El Camino
- Label : Nonesuch
- Format : Album / CD Vinyle
- Date de sortie : 07/12/2011
Carton prévu, album destiné à faire secouer de nombreuses têtes au volant des voitures, El Camino est censé être l'album qui va envoyer les Black keys dans une autre dimension. L'album qui va enfin leur donner leur dû : une place sur le trône des groupes garages. De là haut, Auerbach pourra tranquillement maitriser ses sujets à coups de riffs acérés et puissants tandis que Carney abattra sa lourde frappe sur ses futs, rythmant les attaques incisives de son partenaire. Dans une grande messe orgiaque, tout le monde reconnaitra leur oeuvre comme fondatrice de tout ce qui a pu être enfanté après 2011.
Le plan est sans faille pour Auerbach. Mais il y a un tout petit hic dans l'histoire. Spencer et White ont déjà tout fait ou presque il y a de nombreuses années maintenant. En plus, j'ai jamais été un grand fan des Black Keys. Si je reconnais au duo de très grandes qualités d'instrumentistes, j'ai toujours trouvé les capacités de songwriter du leader très banales et peu intéressantes et ses performances vocales oscillant entre le moyen et le médiocre. Si quelques morceaux ont toujours réussi à me réjouir, je trouve leurs premiers albums sympas mais chiants. Heureusement, Brothers a changé la donne, étant un album chiant mais sympa ...
J'ai jamais accroché et je me demandais en quoi cet El Camino allait changé la donne. Ce sont eux qui doivent m'indiquer la voie à suivre ? Eh bien, on est pas mal parti mes amis ! Encore une galette de blues rock peu inspiré et peut-être un ou deux morceaux sympas à l'intérieur.
On commence par un "Lonely Boy" entrainant mais tellement prévisible que nous ne pouvons que décocher un sourire à l'écoute de cette mélodies tant de fois rebattue. Cette piste et le second morceau "Dead And Gone" prouvent que les Black Keys peuvent concourir pour le titre de groupe à "woho" avec Coldplay. Le troisième qui suit est tout aussi sympathique-mais-insignifiant que les deux premiers. Franchement, jusqu'ici, on se dit qu'encore une fois les Black Keys ont raté le coche et que malgré une ouverture correcte, ce n'était pas encore le soi-disant grand album. On allait se faire chier. Mais attendez : se faire chier de façon sympathique !
Et là, c'est la deuxième partie de l'album.

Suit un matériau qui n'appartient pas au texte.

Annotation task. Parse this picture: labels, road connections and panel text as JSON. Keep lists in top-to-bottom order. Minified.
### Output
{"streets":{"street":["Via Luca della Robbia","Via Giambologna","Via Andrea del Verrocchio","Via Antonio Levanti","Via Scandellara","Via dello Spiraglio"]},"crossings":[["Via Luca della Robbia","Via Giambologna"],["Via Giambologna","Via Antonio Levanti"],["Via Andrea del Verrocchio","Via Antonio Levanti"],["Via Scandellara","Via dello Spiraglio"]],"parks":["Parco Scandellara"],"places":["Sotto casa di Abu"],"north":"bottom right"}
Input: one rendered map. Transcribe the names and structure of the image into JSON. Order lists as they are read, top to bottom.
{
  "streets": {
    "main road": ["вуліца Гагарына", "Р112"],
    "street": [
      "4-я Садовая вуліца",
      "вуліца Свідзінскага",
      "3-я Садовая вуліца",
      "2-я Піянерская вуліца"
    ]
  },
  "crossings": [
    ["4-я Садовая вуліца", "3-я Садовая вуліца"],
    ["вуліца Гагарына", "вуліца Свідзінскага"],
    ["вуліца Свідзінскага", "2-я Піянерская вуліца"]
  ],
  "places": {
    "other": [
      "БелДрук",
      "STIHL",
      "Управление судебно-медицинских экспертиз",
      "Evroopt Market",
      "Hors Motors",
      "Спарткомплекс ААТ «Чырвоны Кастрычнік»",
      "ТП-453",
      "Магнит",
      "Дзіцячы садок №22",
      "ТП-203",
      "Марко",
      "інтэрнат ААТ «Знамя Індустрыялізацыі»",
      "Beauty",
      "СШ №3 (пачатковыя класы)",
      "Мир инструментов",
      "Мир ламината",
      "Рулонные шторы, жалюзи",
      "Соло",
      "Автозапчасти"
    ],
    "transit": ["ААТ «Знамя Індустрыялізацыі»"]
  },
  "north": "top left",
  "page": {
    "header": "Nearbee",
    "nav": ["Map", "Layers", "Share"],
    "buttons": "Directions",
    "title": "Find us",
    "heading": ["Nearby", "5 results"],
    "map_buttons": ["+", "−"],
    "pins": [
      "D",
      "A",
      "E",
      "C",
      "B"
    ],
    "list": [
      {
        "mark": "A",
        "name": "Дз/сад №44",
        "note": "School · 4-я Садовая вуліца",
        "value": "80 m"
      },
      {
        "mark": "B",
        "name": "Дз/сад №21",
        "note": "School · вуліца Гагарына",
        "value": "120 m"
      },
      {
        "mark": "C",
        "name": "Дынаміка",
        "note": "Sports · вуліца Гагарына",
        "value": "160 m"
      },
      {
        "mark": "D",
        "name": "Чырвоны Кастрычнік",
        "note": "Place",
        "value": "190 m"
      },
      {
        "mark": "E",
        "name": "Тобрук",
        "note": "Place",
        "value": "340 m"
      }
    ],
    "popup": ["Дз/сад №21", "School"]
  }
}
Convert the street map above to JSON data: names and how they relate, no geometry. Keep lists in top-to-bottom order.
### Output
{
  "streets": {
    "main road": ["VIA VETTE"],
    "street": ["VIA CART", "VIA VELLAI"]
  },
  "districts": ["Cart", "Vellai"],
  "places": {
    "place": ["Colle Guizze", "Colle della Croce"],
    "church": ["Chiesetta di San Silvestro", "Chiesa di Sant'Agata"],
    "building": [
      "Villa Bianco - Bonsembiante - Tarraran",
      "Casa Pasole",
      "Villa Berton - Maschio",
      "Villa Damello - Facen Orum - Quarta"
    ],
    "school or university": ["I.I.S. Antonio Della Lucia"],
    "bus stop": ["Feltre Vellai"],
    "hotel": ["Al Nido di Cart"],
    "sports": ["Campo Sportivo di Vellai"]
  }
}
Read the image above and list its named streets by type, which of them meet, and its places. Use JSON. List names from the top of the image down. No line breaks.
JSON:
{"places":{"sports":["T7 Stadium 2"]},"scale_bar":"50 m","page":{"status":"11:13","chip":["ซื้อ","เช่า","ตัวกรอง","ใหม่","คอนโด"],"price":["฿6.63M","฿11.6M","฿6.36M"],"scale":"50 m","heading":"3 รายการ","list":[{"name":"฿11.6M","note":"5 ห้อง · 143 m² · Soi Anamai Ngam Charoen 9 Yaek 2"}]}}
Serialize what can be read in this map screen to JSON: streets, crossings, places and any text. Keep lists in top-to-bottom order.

Encore une fois les Black Keys n'inventent rien et l'album ne sera jamais un classique du Blues Garage. Cependant, il faut reconnaitre une géniale inspiration chez Auerbach et une aisance totale dans la composition de morceaux bien plus efficaces et accrocheurs qu'auparavant ! Si "Money Maker" sera à écarter tellement il est moyen, le reste des morceaux oscillent entre l'extraordinaire surprise de la part d'un groupe dont je n'attendais rien et le morceau franchement agréable ! "Mind Eraser", "Hell Of A Season", "Run Right Back" sont autant de morceaux de blues inspirés et visant enfin juste. Les Black keys ont gardé leur son, mais ça passe comme une lettre à la poste tellement Auerbach hausse son niveau de composition. Même le chant semble plus convaincu qu'avant. Seuls les paroles restent du niveau d'un enfant américain obèse de neuf ans, fan de catch.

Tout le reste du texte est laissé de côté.